Blinded in one eye, convicted of and serving hard time for armed robbery, and derided because of doubts people had about him due to his rural background and limited formal education (6th grade) and the mixed-race Cherokee heritage of his mother, Wiley Post taught himself to fly, ultimately rising above his earlier mishaps and his failures, and proved his detractors wrong. On this day in 1933 according to History.com, “American aviator Wiley Post returned to Floyd Bennett Field in New York, having flown solo around the world in 7 days, 18 hours, and 49 minutes. He was the first aviator to accomplish the feat.”
From Wikipedia: “Wiley Hardeman Post (November 22, 1898 – August 15, 1935) was a famed American aviator during the interwar period and the first pilot to fly solo around the world. He was also known for his work in high-altitude flying. Post helped develop one of the first pressure suits and discovered the jet stream. During World War I Post wanted to become a pilot in the U.S. Army Air Service. Germany agreed to an armistice before he completed his training, the war ended, and he went to work as a ‘roughneck’ in the Oklahoma oilfields. The work was also unsteady, and he turned briefly to armed robbery. He was arrested in 1921 and sent to the Oklahoma State Reformatory, serving more than a year there. He was paroled in summer 1922.

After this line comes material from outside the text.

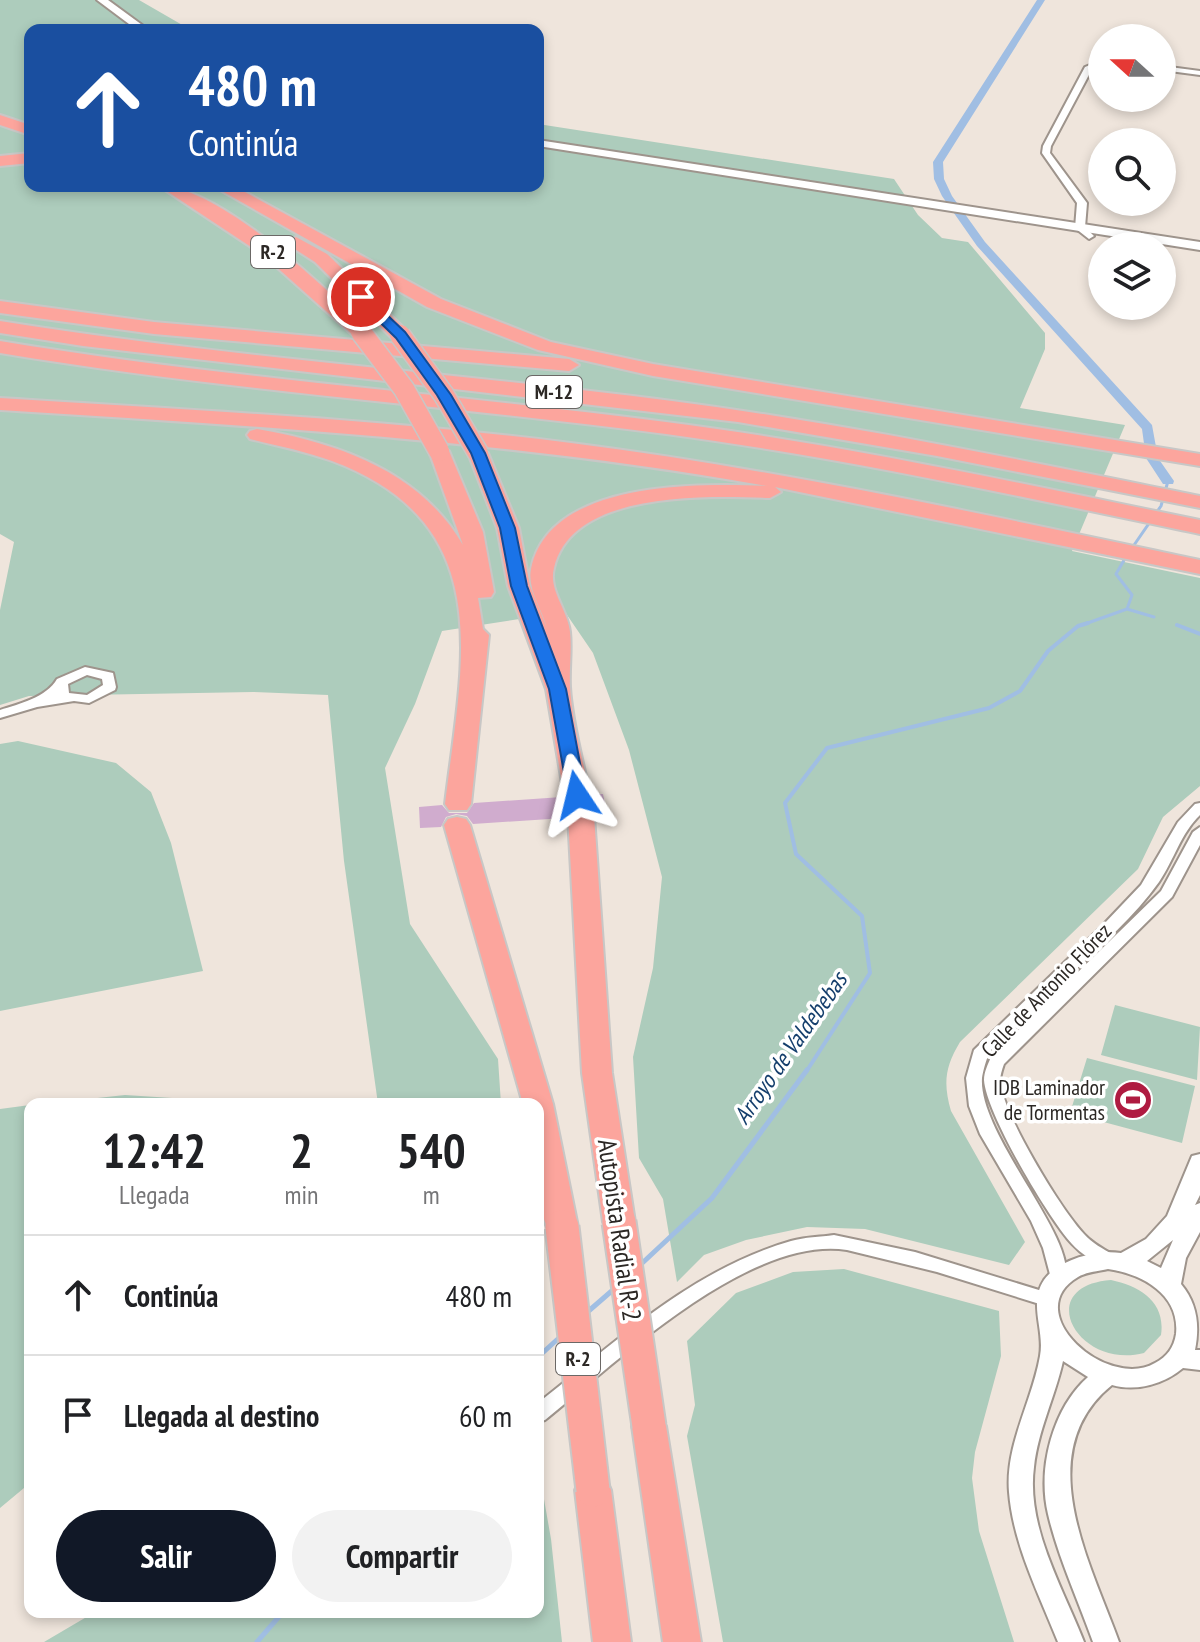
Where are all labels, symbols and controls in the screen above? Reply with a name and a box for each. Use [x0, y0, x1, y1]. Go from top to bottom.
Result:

Post’s aviation career began at age 26 as a parachutist for a flying circus, Burrell Tibbs and His Texas Topnotch Fliers, and he became well-known on the barnstorming circuit. On October 1, 1926, Post was badly injured in an oil-rig accident when a piece of metal pierced his left eye (an infection permanently blinded him in that eye, and he typically wore an eyepatch thereafter), but he used the settlement money to buy his first aircraft.”
Again from History.com: “Post, instantly recognizable by the patch he wore over one eye, began the round the world journey on July 15, flying nonstop to Berlin. After a brief rest, he flew on to the Soviet Union, where he made several stops before returning to North America, with stops in Alaska, Canada, and finally a triumphant landing at his starting point in New York.
Two years earlier, Post had won fame when he successfully flew around the northern part of the earth with aviator Harold Gatty.”
Again, according to Wikipedia, “In 1930, the record for flying around the world was not held by a fixed-wing aircraft, but by the rigid airship Graf Zeppelin, piloted by Hugo Eckener in 1929 with a time of 21 days. On June 23, 1931, Post and the Australian navigator Harold Gatty left Roosevelt Field on Long Island, New York, in the Winnie Mae with a flight plan that would take them around the world, stopping at Harbour Grace, Flintshire, Hanover twice, Berlin, Moscow, Novosibirsk, Irkutsk, Blagoveshchensk, Khabarovsk, Nome (where his propeller had to be repaired), Fairbanks (where the propeller was replaced), Edmonton, and Cleveland before returning to Roosevelt Field. They arrived back on July 1, after traveling 15,474 miles (24,903 km) in the record time of 8 days and 15 hours and 51 minutes, in the first successful aerial circumnavigation by a single-engined monoplane. The reception they received rivaled Charles Lindbergh’s everywhere they went.”
Post with the Lockheed Vega Winnie Mae
And again from History.com: “For his solo around-the-world flight in 1933, he flew a slightly greater distance–15,596 miles–in less time. For both flights, he used the Winnie Mae, a Lockheed Vega monoplane that was equipped with a Sperry automatic pilot and a direction-finding radio for Post’s solo journey.
In August 1935, he was attempting to fly across the North Pole to the USSR with American humorist Will Rogers when both men were killed in a crash near Point Barrow, Alaska.”
Sadly, we lost Post as a young man before he could achieve even more.
Let’s hear it for rising above our circumstances, for keeping-on-keeping on, and for striving successfully to achieve one’s dreams! Post exemplified each of these valuable traits. Just like our mangey mutt, Lucky.